> REQUIREMENT: Your task is to print every entry below exactly as given.

> DATA PROVIDED:
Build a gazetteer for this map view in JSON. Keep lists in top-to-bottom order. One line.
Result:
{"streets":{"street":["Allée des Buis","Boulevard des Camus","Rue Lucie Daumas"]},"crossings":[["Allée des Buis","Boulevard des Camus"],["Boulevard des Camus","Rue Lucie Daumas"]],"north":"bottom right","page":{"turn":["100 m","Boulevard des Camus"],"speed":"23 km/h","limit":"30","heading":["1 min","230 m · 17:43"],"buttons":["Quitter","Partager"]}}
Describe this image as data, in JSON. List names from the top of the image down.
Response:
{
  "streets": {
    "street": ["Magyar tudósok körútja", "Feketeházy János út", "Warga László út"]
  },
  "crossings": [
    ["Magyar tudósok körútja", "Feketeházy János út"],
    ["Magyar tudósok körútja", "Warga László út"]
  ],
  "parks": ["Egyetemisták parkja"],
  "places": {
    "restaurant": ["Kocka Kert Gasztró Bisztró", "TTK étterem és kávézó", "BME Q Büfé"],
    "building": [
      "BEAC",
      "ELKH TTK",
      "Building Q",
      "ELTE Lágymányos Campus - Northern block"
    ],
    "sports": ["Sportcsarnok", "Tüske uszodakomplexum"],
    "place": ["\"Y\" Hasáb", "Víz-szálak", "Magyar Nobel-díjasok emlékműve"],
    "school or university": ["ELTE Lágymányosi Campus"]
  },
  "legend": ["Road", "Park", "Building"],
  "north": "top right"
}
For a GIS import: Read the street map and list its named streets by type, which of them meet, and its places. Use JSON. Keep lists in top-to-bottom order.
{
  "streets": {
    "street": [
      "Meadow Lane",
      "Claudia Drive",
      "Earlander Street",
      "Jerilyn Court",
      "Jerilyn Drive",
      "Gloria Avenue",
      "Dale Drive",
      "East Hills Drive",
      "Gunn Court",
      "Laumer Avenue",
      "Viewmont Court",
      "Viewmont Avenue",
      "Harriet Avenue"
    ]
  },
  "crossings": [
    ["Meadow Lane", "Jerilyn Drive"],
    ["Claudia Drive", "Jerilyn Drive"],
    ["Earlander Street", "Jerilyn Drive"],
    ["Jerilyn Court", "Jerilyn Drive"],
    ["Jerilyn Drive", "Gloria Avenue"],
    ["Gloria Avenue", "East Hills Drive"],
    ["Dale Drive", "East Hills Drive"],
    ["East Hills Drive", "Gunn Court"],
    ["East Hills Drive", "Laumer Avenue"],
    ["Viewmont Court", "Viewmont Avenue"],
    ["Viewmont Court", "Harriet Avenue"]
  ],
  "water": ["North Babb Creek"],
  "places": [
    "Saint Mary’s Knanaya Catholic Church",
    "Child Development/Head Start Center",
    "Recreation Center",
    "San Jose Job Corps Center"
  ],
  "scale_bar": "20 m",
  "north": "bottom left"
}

> YOUR SOLUTION:
Build a gazetteer for this map view in JSON. Keep lists in top-to-bottom order. One line.
Result:
{"streets":{"street":["Allée des Buis","Boulevard des Camus","Rue Lucie Daumas"]},"crossings":[["Allée des Buis","Boulevard des Camus"],["Boulevard des Camus","Rue Lucie Daumas"]],"north":"bottom right","page":{"turn":["100 m","Boulevard des Camus"],"speed":"23 km/h","limit":"30","heading":["1 min","230 m · 17:43"],"buttons":["Quitter","Partager"]}}
Describe this image as data, in JSON. List names from the top of the image down.
Response:
{
  "streets": {
    "street": ["Magyar tudósok körútja", "Feketeházy János út", "Warga László út"]
  },
  "crossings": [
    ["Magyar tudósok körútja", "Feketeházy János út"],
    ["Magyar tudósok körútja", "Warga László út"]
  ],
  "parks": ["Egyetemisták parkja"],
  "places": {
    "restaurant": ["Kocka Kert Gasztró Bisztró", "TTK étterem és kávézó", "BME Q Büfé"],
    "building": [
      "BEAC",
      "ELKH TTK",
      "Building Q",
      "ELTE Lágymányos Campus - Northern block"
    ],
    "sports": ["Sportcsarnok", "Tüske uszodakomplexum"],
    "place": ["\"Y\" Hasáb", "Víz-szálak", "Magyar Nobel-díjasok emlékműve"],
    "school or university": ["ELTE Lágymányosi Campus"]
  },
  "legend": ["Road", "Park", "Building"],
  "north": "top right"
}
For a GIS import: Read the street map and list its named streets by type, which of them meet, and its places. Use JSON. Keep lists in top-to-bottom order.
{
  "streets": {
    "street": [
      "Meadow Lane",
      "Claudia Drive",
      "Earlander Street",
      "Jerilyn Court",
      "Jerilyn Drive",
      "Gloria Avenue",
      "Dale Drive",
      "East Hills Drive",
      "Gunn Court",
      "Laumer Avenue",
      "Viewmont Court",
      "Viewmont Avenue",
      "Harriet Avenue"
    ]
  },
  "crossings": [
    ["Meadow Lane", "Jerilyn Drive"],
    ["Claudia Drive", "Jerilyn Drive"],
    ["Earlander Street", "Jerilyn Drive"],
    ["Jerilyn Court", "Jerilyn Drive"],
    ["Jerilyn Drive", "Gloria Avenue"],
    ["Gloria Avenue", "East Hills Drive"],
    ["Dale Drive", "East Hills Drive"],
    ["East Hills Drive", "Gunn Court"],
    ["East Hills Drive", "Laumer Avenue"],
    ["Viewmont Court", "Viewmont Avenue"],
    ["Viewmont Court", "Harriet Avenue"]
  ],
  "water": ["North Babb Creek"],
  "places": [
    "Saint Mary’s Knanaya Catholic Church",
    "Child Development/Head Start Center",
    "Recreation Center",
    "San Jose Job Corps Center"
  ],
  "scale_bar": "20 m",
  "north": "bottom left"
}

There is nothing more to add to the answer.